Aim of the exercise >> Please return every line in the entries below with the word "rows" in it.

Working data >>
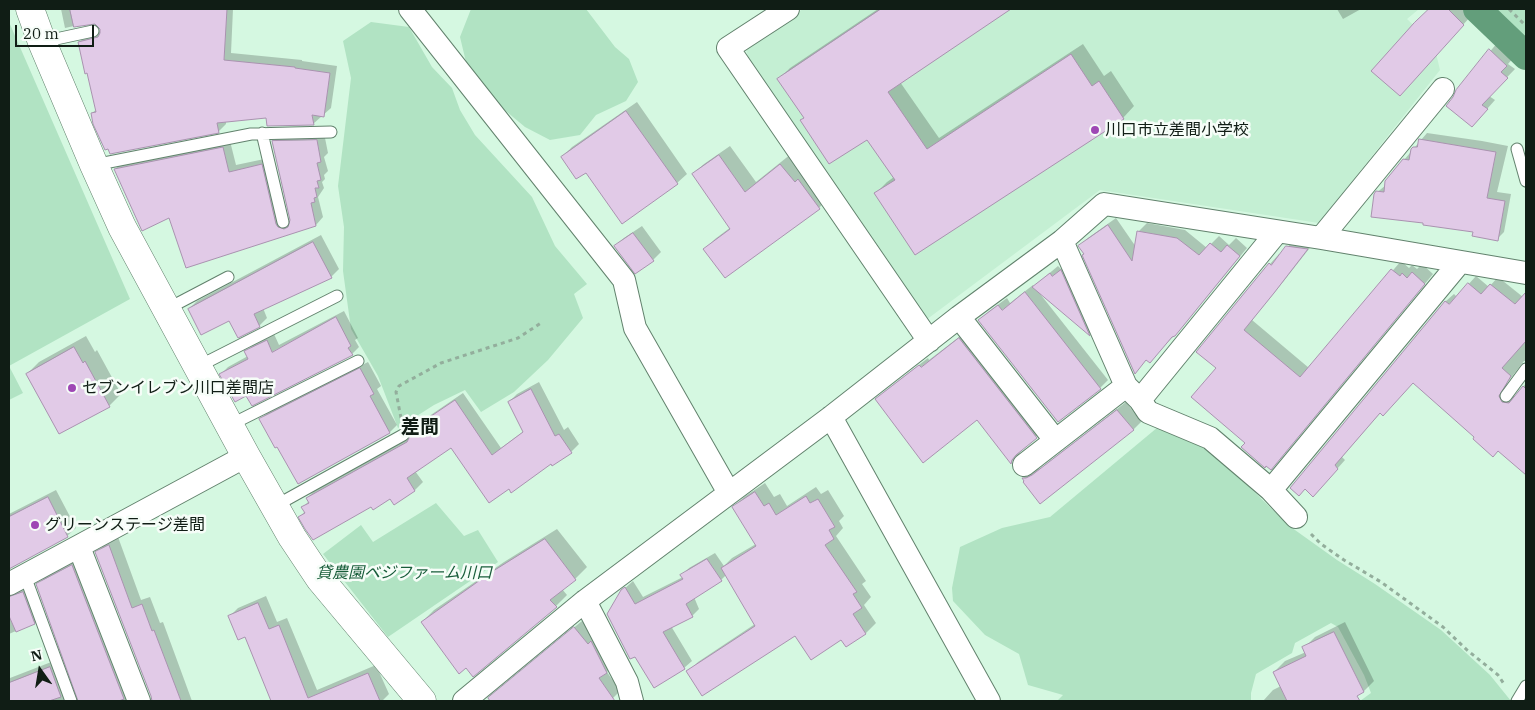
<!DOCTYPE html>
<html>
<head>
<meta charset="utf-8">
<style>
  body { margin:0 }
  #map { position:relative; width:1535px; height:710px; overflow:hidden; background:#d5f8e1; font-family:"IBM Plex Serif",serif }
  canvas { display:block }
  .frame { position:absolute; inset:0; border:10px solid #101d15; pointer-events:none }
  .north { position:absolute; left:15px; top:645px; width:50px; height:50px; -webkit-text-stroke:4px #f6fdf8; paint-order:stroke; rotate:347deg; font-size:14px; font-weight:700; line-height:20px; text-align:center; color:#101d15 }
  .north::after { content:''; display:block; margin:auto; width:18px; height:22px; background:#101d15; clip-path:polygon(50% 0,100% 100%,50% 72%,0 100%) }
  .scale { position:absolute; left:15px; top:25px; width:79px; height:22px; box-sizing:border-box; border:2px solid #101d15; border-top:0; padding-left:6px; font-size:15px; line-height:18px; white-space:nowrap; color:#101d15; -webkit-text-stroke:4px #f6fdf8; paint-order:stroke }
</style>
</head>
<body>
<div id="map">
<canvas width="1535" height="710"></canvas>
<div class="frame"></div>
<div class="north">N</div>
<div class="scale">20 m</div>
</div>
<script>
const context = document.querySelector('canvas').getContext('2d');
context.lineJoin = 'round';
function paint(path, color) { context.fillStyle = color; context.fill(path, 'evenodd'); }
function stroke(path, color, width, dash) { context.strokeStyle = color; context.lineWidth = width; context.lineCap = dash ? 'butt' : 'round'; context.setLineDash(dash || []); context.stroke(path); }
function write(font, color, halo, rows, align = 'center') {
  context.font = font + ' "IBM Plex Serif","Noto Sans JP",serif'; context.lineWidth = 5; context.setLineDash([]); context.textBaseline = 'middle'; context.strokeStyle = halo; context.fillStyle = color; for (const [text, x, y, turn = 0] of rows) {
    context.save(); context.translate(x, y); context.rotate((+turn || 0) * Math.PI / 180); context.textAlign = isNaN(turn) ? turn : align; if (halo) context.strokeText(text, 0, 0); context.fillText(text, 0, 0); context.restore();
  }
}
paint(new Path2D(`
  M 803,9 L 1419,9 L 1407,19 L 1434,45 L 1440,70 L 1319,223 L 1100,190 L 926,320 L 749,60 L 745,46 Z`), '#c4efd3');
paint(new Path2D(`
  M 471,9 L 586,9 L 615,47 L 629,59 L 638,82 L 626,101 L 596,115 L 580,135 L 550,140 L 525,127 L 501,107 L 466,62 L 460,37 Z
  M 1492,9 L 1526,9 L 1526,41 Z
  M 9,22 L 130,299 L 9,366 L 23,393 L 9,400 Z
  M 371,22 L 409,27 L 432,67 L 452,88 L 460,110 L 475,135 L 532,197 L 555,246 L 587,284 L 574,294 L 583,318 L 548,360 L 514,392 L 481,412 L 465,390 L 434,405 L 398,428 L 378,376 L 351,329 L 343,271 L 344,227 L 338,186 L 351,78 L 343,41 Z
  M 1158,427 L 1200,446 L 1223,461 L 1288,525 L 1337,560 L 1375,584 L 1441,630 L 1490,675 L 1511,701 L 1360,701 L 1371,693 L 1364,675 L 1338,627 L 1331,623 L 1295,643 L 1292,653 L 1256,674 L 1251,693 L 1251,701 L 1057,701 L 1063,695 L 1028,685 L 1019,654 L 985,635 L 953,601 L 952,588 L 960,547 L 1002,528 L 1050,517 Z
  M 436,503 L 464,536 L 478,530 L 498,562 L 388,637 L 323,554 L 361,525 L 373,542 Z`), '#b1e3c3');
paint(new Path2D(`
  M 61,9 L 233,9 L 231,53 L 302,60 L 302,61 L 337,66 L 331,108 L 313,124 L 267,116 L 226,121 L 226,124 L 219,131 L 111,153 L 92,113 L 97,109 L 79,42 L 87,35 L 101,31 L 99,25 L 92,22 L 65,28 Z
  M 878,9 L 1008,9 L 900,82 L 939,138 L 1083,44 L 1104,76 L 1111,71 L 1134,106 L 1123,118 L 915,253 L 876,193 L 887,182 L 894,177 L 867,138 L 801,121 L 805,117 L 779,79 L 790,68 Z
  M 1337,9 L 1361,9 L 1343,19 Z
  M 1431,9 L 1464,9 L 1471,16 L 1407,87 L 1415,24 Z
  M 1498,42 L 1514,57 L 1508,64 L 1515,69 L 1489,96 L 1495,100 L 1472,126 L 1457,91 Z
  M 637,102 L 687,174 L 677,183 L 586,171 L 562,157 L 572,147 Z
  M 324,133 L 328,153 L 324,157 L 328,171 L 324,175 L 325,179 L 322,182 L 324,188 L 318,197 L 323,217 L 316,225 L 187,267 L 170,216 L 115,169 L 122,162 L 230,141 L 236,165 L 269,158 L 285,220 L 291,222 L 273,141 L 280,134 Z
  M 1427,133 L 1482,141 L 1508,146 L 1497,192 L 1511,194 L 1504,232 L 1497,239 L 1474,231 L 1425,222 L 1375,194 L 1386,185 L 1404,160 Z
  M 730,146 L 756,182 L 791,154 L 829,197 L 819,208 L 705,249 L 715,239 L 731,227 L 693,174 L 704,164 Z
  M 1116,218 L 1136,247 L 1139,231 L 1147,223 L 1185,230 L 1207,248 L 1219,236 L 1229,245 L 1236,238 L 1247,248 L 1181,328 L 1158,353 L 1147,359 L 1135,372 L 1085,254 L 1080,246 L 1088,238 Z
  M 642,226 L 661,252 L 653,260 L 616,246 L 624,238 Z
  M 321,235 L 339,269 L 331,277 L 263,308 L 267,318 L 259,326 L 238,336 L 229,319 L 189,309 L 197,301 Z
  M 1297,237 L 1316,240 L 1283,282 L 1252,320 L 1309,368 L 1401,261 L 1409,268 L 1412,265 L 1417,269 L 1422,264 L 1433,274 L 1280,459 L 1247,442 L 1218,368 L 1197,352 L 1270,264 L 1279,254 L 1280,255 Z
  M 1069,263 L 1097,327 L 1090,334 L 1042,294 L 1041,295 L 1108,380 L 1100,388 L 980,320 L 988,312 L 1007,298 L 1010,303 L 1033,285 L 1034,286 L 1058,266 L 1061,269 Z
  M 1476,276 L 1489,287 L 1498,277 L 1523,297 L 1526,294 L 1526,361 L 1524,361 L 1507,383 L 1506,390 L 1510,395 L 1517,396 L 1526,383 L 1526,473 L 1499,449 L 1476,437 L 1413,382 L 1381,412 L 1342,457 L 1345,460 L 1321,487 L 1292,487 L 1446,301 L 1454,294 L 1457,297 Z
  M 344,311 L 358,338 L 355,340 L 359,347 L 352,354 L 246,394 L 221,374 L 228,367 L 248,356 L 246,352 L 253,345 L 274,334 L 279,345 Z
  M 967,331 L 1044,429 L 1020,450 L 1019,455 L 1011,462 L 978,418 L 877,399 L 885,391 L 928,358 L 929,360 Z
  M 86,336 L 95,352 L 97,350 L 121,394 L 109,406 L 59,433 L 27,374 L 39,362 Z
  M 368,362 L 381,386 L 377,389 L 397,425 L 390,432 L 277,445 L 261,419 L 268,412 Z
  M 539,382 L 564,430 L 568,427 L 579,444 L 571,452 L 553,464 L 552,462 L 509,488 L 451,446 L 415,471 L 423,482 L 415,490 L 394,503 L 390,497 L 372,505 L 300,517 L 305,511 L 303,507 L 309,501 L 307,498 L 315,490 L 412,436 L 411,432 L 419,423 L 463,393 L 501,448 L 524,431 L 509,402 L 517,394 Z
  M 1126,402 L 1141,422 L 1133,430 L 1026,481 L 1023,478 L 1031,470 L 1035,470 L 1041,468 Z
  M 765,483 L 774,497 L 780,494 L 787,506 L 816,487 L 821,494 L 828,490 L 844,516 L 839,521 L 843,528 L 836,536 L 866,581 L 862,584 L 871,597 L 864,605 L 876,623 L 866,633 L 846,646 L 841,638 L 795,634 L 688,672 L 698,662 L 755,624 L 726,575 L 721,580 L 694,597 L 699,609 L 692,616 L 671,626 L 692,661 L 684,668 L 622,591 L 633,581 L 643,597 L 683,577 L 682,576 L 689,568 L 715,553 L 724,566 L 732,558 L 756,544 L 734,507 L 744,497 Z
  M 56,490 L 76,528 L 67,536 L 9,568 L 9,514 Z
  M 557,529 L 587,567 L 575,579 L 562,589 L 567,595 L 556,606 L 422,622 L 434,610 L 504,562 Z
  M 118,537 L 141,600 L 150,597 L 160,623 L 163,622 L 192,701 L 153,701 L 152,696 L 97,553 L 105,544 Z
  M 80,558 L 138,701 L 9,701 L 9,679 L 10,678 L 59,659 L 72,696 L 79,701 L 38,585 L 46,576 Z
  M 31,584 L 42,615 L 34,623 L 9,634 L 9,585 Z
  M 266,596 L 277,622 L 287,618 L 317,690 L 376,665 L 389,694 L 382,701 L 272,701 L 245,635 L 230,616 L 238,608 Z
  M 582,621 L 596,637 L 614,665 L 607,672 L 620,691 L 613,698 L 608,701 L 587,701 L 586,700 L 583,701 L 492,701 L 490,698 L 497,691 Z
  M 1345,622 L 1374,681 L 1364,691 L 1346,701 L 1263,701 L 1273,690 L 1281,686 L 1274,672 L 1285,661 L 1306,652 L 1304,648 L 1315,637 Z`), '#0003');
stroke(new Path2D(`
  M 1477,9 L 1526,56`), '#639e7b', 28);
const building = new Path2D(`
  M 70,9 L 227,9 L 224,60 L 295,67 L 295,68 L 330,73 L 324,117 L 312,115 L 314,125 L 267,126 L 266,118 L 217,123 L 219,133 L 110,154 L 108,149 L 105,150 L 93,124 L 91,113 L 96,112 L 87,73 L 85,74 L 78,42 L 98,37 L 100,33 L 100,29 L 95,24 L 74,27 Z
  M 881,9 L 1011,9 L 888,92 L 927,149 L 1071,54 L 1092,86 L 1099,81 L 1124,119 L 915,255 L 874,193 L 895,180 L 867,140 L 829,164 L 800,120 L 804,118 L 777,79 Z
  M 1429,9 L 1448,9 L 1464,25 L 1400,96 L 1371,71 L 1414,23 Z
  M 1489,49 L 1507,66 L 1501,72 L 1508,78 L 1482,105 L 1488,109 L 1472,127 L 1446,106 L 1453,97 L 1456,90 Z
  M 626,111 L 678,184 L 622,224 L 586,173 L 576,179 L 561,157 Z
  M 1419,139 L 1496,152 L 1487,198 L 1505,201 L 1498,241 L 1472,236 L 1473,232 L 1423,225 L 1423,223 L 1371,217 L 1374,194 L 1376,191 L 1384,192 L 1385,181 L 1403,159 L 1409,160 L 1411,149 L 1413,147 L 1417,147 Z
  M 317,140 L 321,162 L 317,163 L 321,180 L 317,181 L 319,188 L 315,188 L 317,197 L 314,198 L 315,202 L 311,203 L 316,226 L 186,268 L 169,218 L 142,231 L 114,169 L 223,147 L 229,172 L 262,164 L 276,224 L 278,227 L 284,229 L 288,227 L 290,220 L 272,141 Z
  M 719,155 L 745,192 L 780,164 L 795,182 L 798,179 L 820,209 L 725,278 L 703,249 L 730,229 L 692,174 Z
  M 1108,225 L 1132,261 L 1137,231 L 1177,238 L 1199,255 L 1210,243 L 1221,252 L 1227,245 L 1240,256 L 1175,336 L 1172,337 L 1150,363 L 1146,360 L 1135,374 L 1082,255 L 1084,254 L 1078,246 Z
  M 633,233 L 654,261 L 635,274 L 614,246 Z
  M 313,242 L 332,278 L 254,314 L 260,327 L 238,338 L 229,321 L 201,335 L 188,309 Z
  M 1286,246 L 1308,249 L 1274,293 L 1244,330 L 1300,377 L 1391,269 L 1400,276 L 1402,273 L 1407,278 L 1412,272 L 1425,284 L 1271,470 L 1266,466 L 1265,468 L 1241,447 L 1245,443 L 1191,397 L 1216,368 L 1196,352 L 1269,263 L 1271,265 Z
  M 1061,270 L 1090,336 L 1032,287 L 1050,273 L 1052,276 Z
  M 1468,283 L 1481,294 L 1490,284 L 1515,304 L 1526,292 L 1526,341 L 1502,368 L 1511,376 L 1499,396 L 1502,402 L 1509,403 L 1523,386 L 1526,389 L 1526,475 L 1498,451 L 1493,457 L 1473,439 L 1474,437 L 1413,383 L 1383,416 L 1380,413 L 1335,465 L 1338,469 L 1313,497 L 1305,489 L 1299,496 L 1290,488 L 1445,301 L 1449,304 Z
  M 1025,292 L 1101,389 L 1058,422 L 978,320 L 998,305 L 1002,310 Z
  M 336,317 L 351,346 L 348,348 L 353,355 L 252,406 L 246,396 L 235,402 L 219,374 L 248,359 L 244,351 L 267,340 L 272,352 Z
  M 959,338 L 1037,438 L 1016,455 L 1012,460 L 1011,464 L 977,420 L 923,463 L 875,399 L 919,365 L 921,367 Z
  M 74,347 L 83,363 L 85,361 L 110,407 L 59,434 L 26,374 Z
  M 360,368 L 374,394 L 370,396 L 390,433 L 298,484 L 277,447 L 275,448 L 259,419 Z
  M 531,389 L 555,436 L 559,434 L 572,453 L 552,466 L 551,464 L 511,493 L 509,489 L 489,503 L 451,448 L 407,478 L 415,491 L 394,505 L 390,499 L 373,510 L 371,507 L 313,540 L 305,529 L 298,517 L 305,513 L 301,507 L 309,503 L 306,498 L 407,442 L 410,436 L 409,431 L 455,400 L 492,455 L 523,432 L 508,402 Z
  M 1117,410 L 1134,430 L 1040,504 L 1023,482 L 1024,481 L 1022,478 L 1026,478 L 1032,475 Z
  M 755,492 L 764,506 L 769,503 L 776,515 L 806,496 L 810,503 L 818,499 L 835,527 L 829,530 L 834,539 L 825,545 L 857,592 L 853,594 L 862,608 L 853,614 L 866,634 L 846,647 L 841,640 L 811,660 L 795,636 L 702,696 L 686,671 L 755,626 L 721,568 L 756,546 L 732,507 Z
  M 48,497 L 68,537 L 9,569 L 9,517 Z
  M 545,539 L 576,580 L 550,600 L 557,607 L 473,677 L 466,668 L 459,674 L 421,622 L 490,573 Z
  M 109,545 L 132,608 L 142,604 L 152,631 L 154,630 L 181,701 L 152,701 L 151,696 L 95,552 Z
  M 707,559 L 722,581 L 686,604 L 693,617 L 663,632 L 685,669 L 654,688 L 635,657 L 630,659 L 607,614 L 621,590 L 625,587 L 635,604 L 683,579 L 680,575 Z
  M 72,565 L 124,699 L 119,701 L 78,701 L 36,584 Z
  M 23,592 L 35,624 L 16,632 L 9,616 L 9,597 Z
  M 258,603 L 269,629 L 279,625 L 308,698 L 368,673 L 380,701 L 271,701 L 245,637 L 238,640 L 228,616 Z
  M 574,627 L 588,644 L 591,641 L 607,673 L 599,678 L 615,701 L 490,701 L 488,698 Z
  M 1334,632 L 1364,692 L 1357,696 L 1360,701 L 1287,701 L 1273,672 L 1306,656 L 1302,647 Z
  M 50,667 L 61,697 L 49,701 L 9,701 L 9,683 Z`);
paint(building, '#e1cae7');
stroke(building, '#a992af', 1);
const service = new Path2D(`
  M 42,42 L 93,31
  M 262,133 L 283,222
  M 1517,149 L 1526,181
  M 94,165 L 251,134 L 331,132
  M 167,309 L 228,277
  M 199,366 L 337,296
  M 1506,396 L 1526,369
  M 230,425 L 358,361
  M 275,506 L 403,435
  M 25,576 L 71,701
  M 1517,701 L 1526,686`);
const minor = new Path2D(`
  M 410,9 L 624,280 L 635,328 L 729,493
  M 788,9 L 728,48 L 929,341
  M 1321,238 L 1443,89
  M 1062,241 L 1126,386 L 1140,400 L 1148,412 L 1210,438 L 1271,490 L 1460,262
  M 959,317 L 1055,440
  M 1140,400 L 1277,232
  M 831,417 L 989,701
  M 1024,465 L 1126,386
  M 1271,490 L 1296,517
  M 79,547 L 139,701
  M 9,584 L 246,456
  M 585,601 L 627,682 L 632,701
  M 464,701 L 585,601 L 831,417 L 959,317 L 1062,241 L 1104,204 L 1321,238 L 1526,273`);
const tertiary = new Path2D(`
  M 30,9 L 42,42 L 94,165 L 122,227 L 246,456 L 292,537 L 320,579 L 422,701`);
stroke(service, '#62826d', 13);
stroke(minor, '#62826d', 24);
stroke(tertiary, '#62826d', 29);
stroke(new Path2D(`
  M 1509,9 L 1526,26
  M 401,418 L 396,392 L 399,386 L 441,363 L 518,338 L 541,323
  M 1311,534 L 1321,544 L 1344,560 L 1381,582 L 1443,627 L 1467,650 L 1498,675 L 1504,684`), '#93ae9c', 3, [4, 4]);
stroke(service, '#fff', 11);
stroke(minor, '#fff', 22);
stroke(tertiary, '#fff', 28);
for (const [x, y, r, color] of [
  [1095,130,5,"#9e47b4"],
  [72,388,5,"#9e47b4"],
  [35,525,5,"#9e47b4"]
]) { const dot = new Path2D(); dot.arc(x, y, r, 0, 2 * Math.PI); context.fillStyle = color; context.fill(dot); stroke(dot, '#f6fdf8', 2); }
write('16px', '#101d15', '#f6fdf8', [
  ["川口市立差間小学校",1105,130],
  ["セブンイレブン川口差間店",82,388],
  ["グリーンステージ差間",45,525]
], 'left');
write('italic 16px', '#185d3a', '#f6fdf8', [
  ["貸農園ベジファーム川口",404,573]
]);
write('bold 19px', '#101d15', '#f6fdf8', [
  ["差間",420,428]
]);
</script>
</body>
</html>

Response area >>
function write(font, color, halo, rows, align = 'center') {
  context.font = font + ' "IBM Plex Serif","Noto Sans JP",serif'; context.lineWidth = 5; context.setLineDash([]); context.textBaseline = 'middle'; context.strokeStyle = halo; context.fillStyle = color; for (const [text, x, y, turn = 0] of rows) {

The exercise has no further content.